In 2010, the ethanol industry used 40% of the corn crop, up from 10% in 2003. Aho said that use of corn to make ethanol is driving corn prices. When speaking about Washington politicians’ love affair with ethanol and their reluctance to remove tariffs, subsidies and mandates that favor ethanol over other uses for corn, Aho remarked, “We could have a serious world food crisis and that might finally change things.”
Current high levels of chicken production coupled with high grain and energy prices do not bode well for broiler producers.
“This could be a very difficult year with cutbacks, rationalization and consolidation,” Aho said.
Mike Donohue, vice-president, Agri Stats Inc., stated, “2008 was the worst year financially for the U.S. broiler industry that most people have ever seen.”
The industry’s response in 2008 was a 5% to 6% reduction in pounds produced.
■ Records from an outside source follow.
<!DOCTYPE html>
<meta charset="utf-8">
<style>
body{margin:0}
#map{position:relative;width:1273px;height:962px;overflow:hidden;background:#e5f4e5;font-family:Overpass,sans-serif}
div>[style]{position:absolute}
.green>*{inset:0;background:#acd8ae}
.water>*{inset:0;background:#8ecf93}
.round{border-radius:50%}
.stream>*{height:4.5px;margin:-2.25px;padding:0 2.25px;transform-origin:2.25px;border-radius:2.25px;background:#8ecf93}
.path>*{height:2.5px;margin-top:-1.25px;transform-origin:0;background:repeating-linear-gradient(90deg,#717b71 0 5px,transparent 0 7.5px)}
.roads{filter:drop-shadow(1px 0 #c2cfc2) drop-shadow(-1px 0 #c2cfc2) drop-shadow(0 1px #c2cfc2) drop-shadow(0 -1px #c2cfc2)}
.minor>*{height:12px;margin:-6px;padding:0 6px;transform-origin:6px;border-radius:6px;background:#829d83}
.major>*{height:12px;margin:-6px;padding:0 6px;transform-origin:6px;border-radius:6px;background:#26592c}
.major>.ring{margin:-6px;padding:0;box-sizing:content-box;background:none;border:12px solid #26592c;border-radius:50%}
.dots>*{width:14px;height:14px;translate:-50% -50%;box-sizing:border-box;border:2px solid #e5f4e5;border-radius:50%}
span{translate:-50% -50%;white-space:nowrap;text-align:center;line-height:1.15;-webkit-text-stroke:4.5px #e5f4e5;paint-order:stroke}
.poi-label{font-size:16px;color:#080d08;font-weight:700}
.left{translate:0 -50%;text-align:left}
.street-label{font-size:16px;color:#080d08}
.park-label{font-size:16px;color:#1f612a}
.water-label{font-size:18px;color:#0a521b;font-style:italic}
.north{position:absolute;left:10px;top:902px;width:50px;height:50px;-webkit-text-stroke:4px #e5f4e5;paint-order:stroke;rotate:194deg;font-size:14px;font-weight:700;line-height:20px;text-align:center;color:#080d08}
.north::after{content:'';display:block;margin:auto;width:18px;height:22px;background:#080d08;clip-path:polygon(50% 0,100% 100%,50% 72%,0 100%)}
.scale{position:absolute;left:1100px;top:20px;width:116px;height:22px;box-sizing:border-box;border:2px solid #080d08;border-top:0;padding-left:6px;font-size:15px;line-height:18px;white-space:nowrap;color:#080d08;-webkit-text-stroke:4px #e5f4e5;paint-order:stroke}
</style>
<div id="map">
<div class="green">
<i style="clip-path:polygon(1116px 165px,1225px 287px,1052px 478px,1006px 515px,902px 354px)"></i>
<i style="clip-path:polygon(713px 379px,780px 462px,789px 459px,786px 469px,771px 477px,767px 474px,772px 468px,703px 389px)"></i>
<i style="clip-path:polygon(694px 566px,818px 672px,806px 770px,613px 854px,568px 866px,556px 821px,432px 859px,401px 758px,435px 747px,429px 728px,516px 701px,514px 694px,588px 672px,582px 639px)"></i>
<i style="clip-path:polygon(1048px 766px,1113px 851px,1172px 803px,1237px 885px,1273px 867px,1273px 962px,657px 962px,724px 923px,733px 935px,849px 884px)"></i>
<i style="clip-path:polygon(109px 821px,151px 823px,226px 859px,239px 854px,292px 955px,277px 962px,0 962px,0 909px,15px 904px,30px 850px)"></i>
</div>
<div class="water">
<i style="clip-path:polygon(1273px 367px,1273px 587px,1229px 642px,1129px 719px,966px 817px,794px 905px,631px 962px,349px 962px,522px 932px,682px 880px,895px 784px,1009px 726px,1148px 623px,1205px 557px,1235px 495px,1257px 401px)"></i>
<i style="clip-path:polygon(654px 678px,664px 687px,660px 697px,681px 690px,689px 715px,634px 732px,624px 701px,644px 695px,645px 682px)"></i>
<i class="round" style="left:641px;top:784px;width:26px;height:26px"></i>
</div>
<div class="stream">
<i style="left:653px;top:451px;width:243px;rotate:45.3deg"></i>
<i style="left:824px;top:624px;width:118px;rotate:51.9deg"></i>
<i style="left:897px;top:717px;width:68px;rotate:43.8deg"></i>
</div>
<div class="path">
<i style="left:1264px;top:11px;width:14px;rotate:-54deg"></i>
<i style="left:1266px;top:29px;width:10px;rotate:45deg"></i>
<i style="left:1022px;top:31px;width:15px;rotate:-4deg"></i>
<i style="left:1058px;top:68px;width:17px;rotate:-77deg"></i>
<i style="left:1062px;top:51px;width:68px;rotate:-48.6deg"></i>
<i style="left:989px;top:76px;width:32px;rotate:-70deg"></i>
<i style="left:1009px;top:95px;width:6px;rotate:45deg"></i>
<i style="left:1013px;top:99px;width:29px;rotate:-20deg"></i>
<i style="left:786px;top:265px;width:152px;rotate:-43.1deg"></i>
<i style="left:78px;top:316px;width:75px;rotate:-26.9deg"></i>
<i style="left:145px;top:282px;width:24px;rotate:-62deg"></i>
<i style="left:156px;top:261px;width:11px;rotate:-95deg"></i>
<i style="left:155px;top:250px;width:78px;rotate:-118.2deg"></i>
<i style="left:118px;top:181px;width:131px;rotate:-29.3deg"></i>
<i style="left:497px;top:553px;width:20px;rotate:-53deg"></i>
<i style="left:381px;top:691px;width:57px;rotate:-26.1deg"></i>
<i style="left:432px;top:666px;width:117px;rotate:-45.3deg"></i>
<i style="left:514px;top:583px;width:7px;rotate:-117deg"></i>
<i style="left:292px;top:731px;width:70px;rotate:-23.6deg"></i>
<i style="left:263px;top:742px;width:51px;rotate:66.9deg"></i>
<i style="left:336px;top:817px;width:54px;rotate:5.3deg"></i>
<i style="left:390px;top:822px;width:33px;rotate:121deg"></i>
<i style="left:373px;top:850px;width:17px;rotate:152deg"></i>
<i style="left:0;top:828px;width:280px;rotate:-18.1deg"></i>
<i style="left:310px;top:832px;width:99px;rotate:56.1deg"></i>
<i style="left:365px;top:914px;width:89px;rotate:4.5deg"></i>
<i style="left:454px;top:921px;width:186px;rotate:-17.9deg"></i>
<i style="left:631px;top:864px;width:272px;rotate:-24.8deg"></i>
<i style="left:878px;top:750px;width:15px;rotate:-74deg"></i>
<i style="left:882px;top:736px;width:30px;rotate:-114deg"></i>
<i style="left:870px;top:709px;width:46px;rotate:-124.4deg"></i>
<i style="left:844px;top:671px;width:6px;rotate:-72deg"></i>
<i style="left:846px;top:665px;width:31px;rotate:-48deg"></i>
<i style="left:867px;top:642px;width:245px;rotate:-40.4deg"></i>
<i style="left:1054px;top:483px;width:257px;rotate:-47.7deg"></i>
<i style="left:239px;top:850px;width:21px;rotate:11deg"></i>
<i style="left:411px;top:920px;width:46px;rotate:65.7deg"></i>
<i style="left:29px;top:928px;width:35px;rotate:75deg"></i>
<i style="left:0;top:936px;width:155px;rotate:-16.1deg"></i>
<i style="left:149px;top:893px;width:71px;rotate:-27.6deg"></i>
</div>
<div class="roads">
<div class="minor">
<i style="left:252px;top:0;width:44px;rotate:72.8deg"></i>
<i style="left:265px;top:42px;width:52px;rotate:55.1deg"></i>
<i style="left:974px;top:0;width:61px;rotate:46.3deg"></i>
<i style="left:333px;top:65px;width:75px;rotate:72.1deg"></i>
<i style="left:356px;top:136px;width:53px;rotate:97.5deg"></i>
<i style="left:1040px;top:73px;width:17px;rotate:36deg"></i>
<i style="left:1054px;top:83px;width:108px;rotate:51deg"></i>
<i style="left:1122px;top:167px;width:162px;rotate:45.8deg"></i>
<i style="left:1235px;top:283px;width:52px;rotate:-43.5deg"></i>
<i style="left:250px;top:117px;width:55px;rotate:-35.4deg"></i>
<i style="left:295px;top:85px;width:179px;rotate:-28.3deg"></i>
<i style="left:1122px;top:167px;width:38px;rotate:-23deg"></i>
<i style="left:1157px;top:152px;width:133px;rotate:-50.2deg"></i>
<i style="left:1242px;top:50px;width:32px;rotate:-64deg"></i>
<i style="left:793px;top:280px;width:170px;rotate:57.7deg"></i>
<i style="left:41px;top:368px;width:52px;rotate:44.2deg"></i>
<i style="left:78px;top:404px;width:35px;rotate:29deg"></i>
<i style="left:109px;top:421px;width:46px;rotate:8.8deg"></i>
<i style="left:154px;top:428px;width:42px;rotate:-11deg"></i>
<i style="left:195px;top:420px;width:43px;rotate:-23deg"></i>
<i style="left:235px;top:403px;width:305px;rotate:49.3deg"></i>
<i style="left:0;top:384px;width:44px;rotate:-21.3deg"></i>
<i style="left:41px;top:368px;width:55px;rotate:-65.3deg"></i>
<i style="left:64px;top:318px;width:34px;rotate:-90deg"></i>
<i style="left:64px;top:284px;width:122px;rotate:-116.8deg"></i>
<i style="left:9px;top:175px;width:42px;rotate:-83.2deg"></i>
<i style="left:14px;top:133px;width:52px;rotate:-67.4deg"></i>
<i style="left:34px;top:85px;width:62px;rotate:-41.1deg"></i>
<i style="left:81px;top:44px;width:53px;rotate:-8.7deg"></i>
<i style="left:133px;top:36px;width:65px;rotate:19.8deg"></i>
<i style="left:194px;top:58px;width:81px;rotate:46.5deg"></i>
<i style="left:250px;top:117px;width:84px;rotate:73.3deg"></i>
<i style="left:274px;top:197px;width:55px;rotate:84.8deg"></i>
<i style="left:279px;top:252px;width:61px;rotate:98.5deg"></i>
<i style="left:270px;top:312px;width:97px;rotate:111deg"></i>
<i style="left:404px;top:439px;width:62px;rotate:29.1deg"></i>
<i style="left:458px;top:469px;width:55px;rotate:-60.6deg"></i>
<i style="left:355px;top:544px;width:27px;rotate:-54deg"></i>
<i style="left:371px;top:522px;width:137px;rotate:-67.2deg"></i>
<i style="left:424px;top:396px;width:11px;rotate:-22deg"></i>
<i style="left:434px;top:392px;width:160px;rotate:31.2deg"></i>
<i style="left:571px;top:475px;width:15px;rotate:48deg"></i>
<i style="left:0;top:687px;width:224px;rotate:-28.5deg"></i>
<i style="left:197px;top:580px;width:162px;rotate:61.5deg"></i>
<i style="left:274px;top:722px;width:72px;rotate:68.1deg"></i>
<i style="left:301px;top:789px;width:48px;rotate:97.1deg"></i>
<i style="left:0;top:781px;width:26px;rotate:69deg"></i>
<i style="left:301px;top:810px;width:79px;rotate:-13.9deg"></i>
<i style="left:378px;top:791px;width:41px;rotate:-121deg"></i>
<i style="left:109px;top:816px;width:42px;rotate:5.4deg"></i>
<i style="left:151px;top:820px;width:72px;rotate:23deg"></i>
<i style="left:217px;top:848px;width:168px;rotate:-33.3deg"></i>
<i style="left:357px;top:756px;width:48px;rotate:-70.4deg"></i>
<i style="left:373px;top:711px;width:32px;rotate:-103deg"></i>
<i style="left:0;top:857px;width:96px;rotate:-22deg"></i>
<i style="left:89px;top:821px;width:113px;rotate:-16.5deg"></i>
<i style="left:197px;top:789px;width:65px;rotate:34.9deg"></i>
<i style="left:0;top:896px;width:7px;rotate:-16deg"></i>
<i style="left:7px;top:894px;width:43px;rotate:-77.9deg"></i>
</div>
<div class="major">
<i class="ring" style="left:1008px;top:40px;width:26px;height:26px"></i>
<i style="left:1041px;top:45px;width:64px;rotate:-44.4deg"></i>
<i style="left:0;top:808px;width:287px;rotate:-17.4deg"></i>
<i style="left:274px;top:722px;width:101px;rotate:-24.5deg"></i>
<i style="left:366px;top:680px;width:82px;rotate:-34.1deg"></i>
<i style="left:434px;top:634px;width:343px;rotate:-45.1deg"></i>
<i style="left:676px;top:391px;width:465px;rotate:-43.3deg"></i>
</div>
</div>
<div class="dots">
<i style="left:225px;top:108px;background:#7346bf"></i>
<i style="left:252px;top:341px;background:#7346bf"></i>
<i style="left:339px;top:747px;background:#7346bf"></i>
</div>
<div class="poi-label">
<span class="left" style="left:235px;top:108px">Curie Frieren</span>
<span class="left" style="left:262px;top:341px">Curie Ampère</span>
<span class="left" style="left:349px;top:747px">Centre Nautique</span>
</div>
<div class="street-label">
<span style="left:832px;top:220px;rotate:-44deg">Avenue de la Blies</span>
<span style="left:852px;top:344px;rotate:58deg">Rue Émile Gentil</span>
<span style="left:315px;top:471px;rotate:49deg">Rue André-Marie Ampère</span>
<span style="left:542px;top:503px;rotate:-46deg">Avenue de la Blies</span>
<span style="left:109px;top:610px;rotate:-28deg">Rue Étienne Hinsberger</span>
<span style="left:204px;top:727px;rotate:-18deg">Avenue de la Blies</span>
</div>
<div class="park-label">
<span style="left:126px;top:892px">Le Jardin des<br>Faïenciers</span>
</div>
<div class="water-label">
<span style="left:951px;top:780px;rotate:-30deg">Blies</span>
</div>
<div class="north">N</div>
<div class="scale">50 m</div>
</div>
Donohue commented the broiler industry is currently at record high weekly slaughter volumes.
The Agri Stats industry average cost per bushel of corn was $6.25 in the first week of January this year, according to Donohue. He expects corn to be $7.00 to $7.25 per bushel for March and be up to $7.30 per bushel by May.
“We are at a crisis in availability and costs for feedstuffs,” he remarked. The industry average weight for “big” broilers went over 8 pounds per bird for the first time last fall. Big chickens continue to gain ground in production efficiency. But, Donohue said that $7.00 to $7.50 per bushel corn will cause companies to start dropping weights in their big bird programs.